Dataset entries:

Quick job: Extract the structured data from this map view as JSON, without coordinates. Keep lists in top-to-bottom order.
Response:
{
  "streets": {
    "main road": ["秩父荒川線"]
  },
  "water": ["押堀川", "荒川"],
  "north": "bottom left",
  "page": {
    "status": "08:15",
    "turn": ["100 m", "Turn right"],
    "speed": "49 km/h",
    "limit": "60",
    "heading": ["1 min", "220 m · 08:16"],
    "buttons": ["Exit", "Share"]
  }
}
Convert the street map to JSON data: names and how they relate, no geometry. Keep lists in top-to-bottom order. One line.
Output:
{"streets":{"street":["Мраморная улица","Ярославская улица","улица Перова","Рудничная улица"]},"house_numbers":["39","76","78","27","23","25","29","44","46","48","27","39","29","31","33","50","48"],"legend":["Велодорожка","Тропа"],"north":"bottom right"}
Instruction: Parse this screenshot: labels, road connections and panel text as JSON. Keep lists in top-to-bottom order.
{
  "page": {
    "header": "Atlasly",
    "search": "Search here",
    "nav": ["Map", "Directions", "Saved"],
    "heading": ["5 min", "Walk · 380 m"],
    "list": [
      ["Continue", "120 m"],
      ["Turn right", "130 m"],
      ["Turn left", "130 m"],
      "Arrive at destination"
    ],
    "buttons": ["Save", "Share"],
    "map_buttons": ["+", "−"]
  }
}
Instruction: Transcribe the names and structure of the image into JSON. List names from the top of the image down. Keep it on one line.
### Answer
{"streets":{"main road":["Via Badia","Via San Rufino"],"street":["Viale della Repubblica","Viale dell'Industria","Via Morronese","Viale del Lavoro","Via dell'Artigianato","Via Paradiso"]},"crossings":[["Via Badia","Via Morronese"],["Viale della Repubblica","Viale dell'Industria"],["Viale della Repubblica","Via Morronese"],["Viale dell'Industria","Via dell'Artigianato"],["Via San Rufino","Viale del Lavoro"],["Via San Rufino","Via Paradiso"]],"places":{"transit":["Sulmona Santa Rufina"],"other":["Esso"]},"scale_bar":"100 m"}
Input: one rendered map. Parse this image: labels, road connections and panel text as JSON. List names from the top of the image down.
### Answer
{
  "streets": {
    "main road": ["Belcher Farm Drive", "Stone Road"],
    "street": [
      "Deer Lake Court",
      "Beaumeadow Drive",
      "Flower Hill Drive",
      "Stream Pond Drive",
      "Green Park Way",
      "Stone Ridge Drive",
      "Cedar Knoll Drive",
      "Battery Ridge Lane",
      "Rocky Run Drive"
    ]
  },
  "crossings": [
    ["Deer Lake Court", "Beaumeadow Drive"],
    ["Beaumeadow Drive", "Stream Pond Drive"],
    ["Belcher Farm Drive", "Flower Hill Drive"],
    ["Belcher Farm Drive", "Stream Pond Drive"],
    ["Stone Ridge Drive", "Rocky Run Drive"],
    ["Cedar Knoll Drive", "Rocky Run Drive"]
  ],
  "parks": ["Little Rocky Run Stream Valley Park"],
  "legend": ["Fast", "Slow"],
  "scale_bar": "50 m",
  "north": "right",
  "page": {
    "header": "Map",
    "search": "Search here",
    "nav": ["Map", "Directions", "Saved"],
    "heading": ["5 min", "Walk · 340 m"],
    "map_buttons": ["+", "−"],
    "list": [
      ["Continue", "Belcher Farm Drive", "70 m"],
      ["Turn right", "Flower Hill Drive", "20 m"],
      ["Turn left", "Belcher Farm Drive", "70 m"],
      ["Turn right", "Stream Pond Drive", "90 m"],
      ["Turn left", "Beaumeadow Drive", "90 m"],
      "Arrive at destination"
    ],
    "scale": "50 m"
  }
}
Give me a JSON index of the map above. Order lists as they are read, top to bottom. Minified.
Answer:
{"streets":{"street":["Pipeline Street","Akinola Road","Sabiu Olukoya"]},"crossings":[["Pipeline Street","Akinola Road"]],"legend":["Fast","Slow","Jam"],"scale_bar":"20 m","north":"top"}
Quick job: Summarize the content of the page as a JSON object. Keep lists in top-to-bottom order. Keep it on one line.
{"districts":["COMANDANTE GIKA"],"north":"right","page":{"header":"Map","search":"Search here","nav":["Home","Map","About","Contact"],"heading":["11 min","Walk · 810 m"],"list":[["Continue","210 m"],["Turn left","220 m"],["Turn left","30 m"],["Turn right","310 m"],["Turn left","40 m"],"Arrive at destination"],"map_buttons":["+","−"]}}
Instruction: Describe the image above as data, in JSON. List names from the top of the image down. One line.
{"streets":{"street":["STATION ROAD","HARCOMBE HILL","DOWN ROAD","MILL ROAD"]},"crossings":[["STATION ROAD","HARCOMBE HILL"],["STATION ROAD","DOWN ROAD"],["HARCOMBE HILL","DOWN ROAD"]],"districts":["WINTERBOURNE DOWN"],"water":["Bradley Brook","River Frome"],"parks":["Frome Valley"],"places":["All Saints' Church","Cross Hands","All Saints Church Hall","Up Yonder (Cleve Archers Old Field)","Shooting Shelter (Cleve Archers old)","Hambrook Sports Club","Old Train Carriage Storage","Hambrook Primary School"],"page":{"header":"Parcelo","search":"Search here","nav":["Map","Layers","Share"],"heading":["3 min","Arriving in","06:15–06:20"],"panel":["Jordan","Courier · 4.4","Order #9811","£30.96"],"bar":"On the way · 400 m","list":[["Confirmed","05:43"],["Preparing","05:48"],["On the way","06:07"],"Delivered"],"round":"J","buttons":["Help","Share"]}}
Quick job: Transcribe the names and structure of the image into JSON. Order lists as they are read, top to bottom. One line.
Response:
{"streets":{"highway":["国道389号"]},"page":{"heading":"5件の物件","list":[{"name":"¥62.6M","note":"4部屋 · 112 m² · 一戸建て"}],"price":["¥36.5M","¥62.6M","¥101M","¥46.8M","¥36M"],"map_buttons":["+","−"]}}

◆ **Activity**:
Restate every entry exactly. Leave nothing out.

◆ **Answer**:
Quick job: Extract the structured data from this map view as JSON, without coordinates. Keep lists in top-to-bottom order.
Response:
{
  "streets": {
    "main road": ["秩父荒川線"]
  },
  "water": ["押堀川", "荒川"],
  "north": "bottom left",
  "page": {
    "status": "08:15",
    "turn": ["100 m", "Turn right"],
    "speed": "49 km/h",
    "limit": "60",
    "heading": ["1 min", "220 m · 08:16"],
    "buttons": ["Exit", "Share"]
  }
}
Convert the street map to JSON data: names and how they relate, no geometry. Keep lists in top-to-bottom order. One line.
Output:
{"streets":{"street":["Мраморная улица","Ярославская улица","улица Перова","Рудничная улица"]},"house_numbers":["39","76","78","27","23","25","29","44","46","48","27","39","29","31","33","50","48"],"legend":["Велодорожка","Тропа"],"north":"bottom right"}
Instruction: Parse this screenshot: labels, road connections and panel text as JSON. Keep lists in top-to-bottom order.
{
  "page": {
    "header": "Atlasly",
    "search": "Search here",
    "nav": ["Map", "Directions", "Saved"],
    "heading": ["5 min", "Walk · 380 m"],
    "list": [
      ["Continue", "120 m"],
      ["Turn right", "130 m"],
      ["Turn left", "130 m"],
      "Arrive at destination"
    ],
    "buttons": ["Save", "Share"],
    "map_buttons": ["+", "−"]
  }
}
Instruction: Transcribe the names and structure of the image into JSON. List names from the top of the image down. Keep it on one line.
### Answer
{"streets":{"main road":["Via Badia","Via San Rufino"],"street":["Viale della Repubblica","Viale dell'Industria","Via Morronese","Viale del Lavoro","Via dell'Artigianato","Via Paradiso"]},"crossings":[["Via Badia","Via Morronese"],["Viale della Repubblica","Viale dell'Industria"],["Viale della Repubblica","Via Morronese"],["Viale dell'Industria","Via dell'Artigianato"],["Via San Rufino","Viale del Lavoro"],["Via San Rufino","Via Paradiso"]],"places":{"transit":["Sulmona Santa Rufina"],"other":["Esso"]},"scale_bar":"100 m"}
Input: one rendered map. Parse this image: labels, road connections and panel text as JSON. List names from the top of the image down.
### Answer
{
  "streets": {
    "main road": ["Belcher Farm Drive", "Stone Road"],
    "street": [
      "Deer Lake Court",
      "Beaumeadow Drive",
      "Flower Hill Drive",
      "Stream Pond Drive",
      "Green Park Way",
      "Stone Ridge Drive",
      "Cedar Knoll Drive",
      "Battery Ridge Lane",
      "Rocky Run Drive"
    ]
  },
  "crossings": [
    ["Deer Lake Court", "Beaumeadow Drive"],
    ["Beaumeadow Drive", "Stream Pond Drive"],
    ["Belcher Farm Drive", "Flower Hill Drive"],
    ["Belcher Farm Drive", "Stream Pond Drive"],
    ["Stone Ridge Drive", "Rocky Run Drive"],
    ["Cedar Knoll Drive", "Rocky Run Drive"]
  ],
  "parks": ["Little Rocky Run Stream Valley Park"],
  "legend": ["Fast", "Slow"],
  "scale_bar": "50 m",
  "north": "right",
  "page": {
    "header": "Map",
    "search": "Search here",
    "nav": ["Map", "Directions", "Saved"],
    "heading": ["5 min", "Walk · 340 m"],
    "map_buttons": ["+", "−"],
    "list": [
      ["Continue", "Belcher Farm Drive", "70 m"],
      ["Turn right", "Flower Hill Drive", "20 m"],
      ["Turn left", "Belcher Farm Drive", "70 m"],
      ["Turn right", "Stream Pond Drive", "90 m"],
      ["Turn left", "Beaumeadow Drive", "90 m"],
      "Arrive at destination"
    ],
    "scale": "50 m"
  }
}
Give me a JSON index of the map above. Order lists as they are read, top to bottom. Minified.
Answer:
{"streets":{"street":["Pipeline Street","Akinola Road","Sabiu Olukoya"]},"crossings":[["Pipeline Street","Akinola Road"]],"legend":["Fast","Slow","Jam"],"scale_bar":"20 m","north":"top"}
Quick job: Summarize the content of the page as a JSON object. Keep lists in top-to-bottom order. Keep it on one line.
{"districts":["COMANDANTE GIKA"],"north":"right","page":{"header":"Map","search":"Search here","nav":["Home","Map","About","Contact"],"heading":["11 min","Walk · 810 m"],"list":[["Continue","210 m"],["Turn left","220 m"],["Turn left","30 m"],["Turn right","310 m"],["Turn left","40 m"],"Arrive at destination"],"map_buttons":["+","−"]}}
Instruction: Describe the image above as data, in JSON. List names from the top of the image down. One line.
{"streets":{"street":["STATION ROAD","HARCOMBE HILL","DOWN ROAD","MILL ROAD"]},"crossings":[["STATION ROAD","HARCOMBE HILL"],["STATION ROAD","DOWN ROAD"],["HARCOMBE HILL","DOWN ROAD"]],"districts":["WINTERBOURNE DOWN"],"water":["Bradley Brook","River Frome"],"parks":["Frome Valley"],"places":["All Saints' Church","Cross Hands","All Saints Church Hall","Up Yonder (Cleve Archers Old Field)","Shooting Shelter (Cleve Archers old)","Hambrook Sports Club","Old Train Carriage Storage","Hambrook Primary School"],"page":{"header":"Parcelo","search":"Search here","nav":["Map","Layers","Share"],"heading":["3 min","Arriving in","06:15–06:20"],"panel":["Jordan","Courier · 4.4","Order #9811","£30.96"],"bar":"On the way · 400 m","list":[["Confirmed","05:43"],["Preparing","05:48"],["On the way","06:07"],"Delivered"],"round":"J","buttons":["Help","Share"]}}
Quick job: Transcribe the names and structure of the image into JSON. Order lists as they are read, top to bottom. One line.
Response:
{"streets":{"highway":["国道389号"]},"page":{"heading":"5件の物件","list":[{"name":"¥62.6M","note":"4部屋 · 112 m² · 一戸建て"}],"price":["¥36.5M","¥62.6M","¥101M","¥46.8M","¥36M"],"map_buttons":["+","−"]}}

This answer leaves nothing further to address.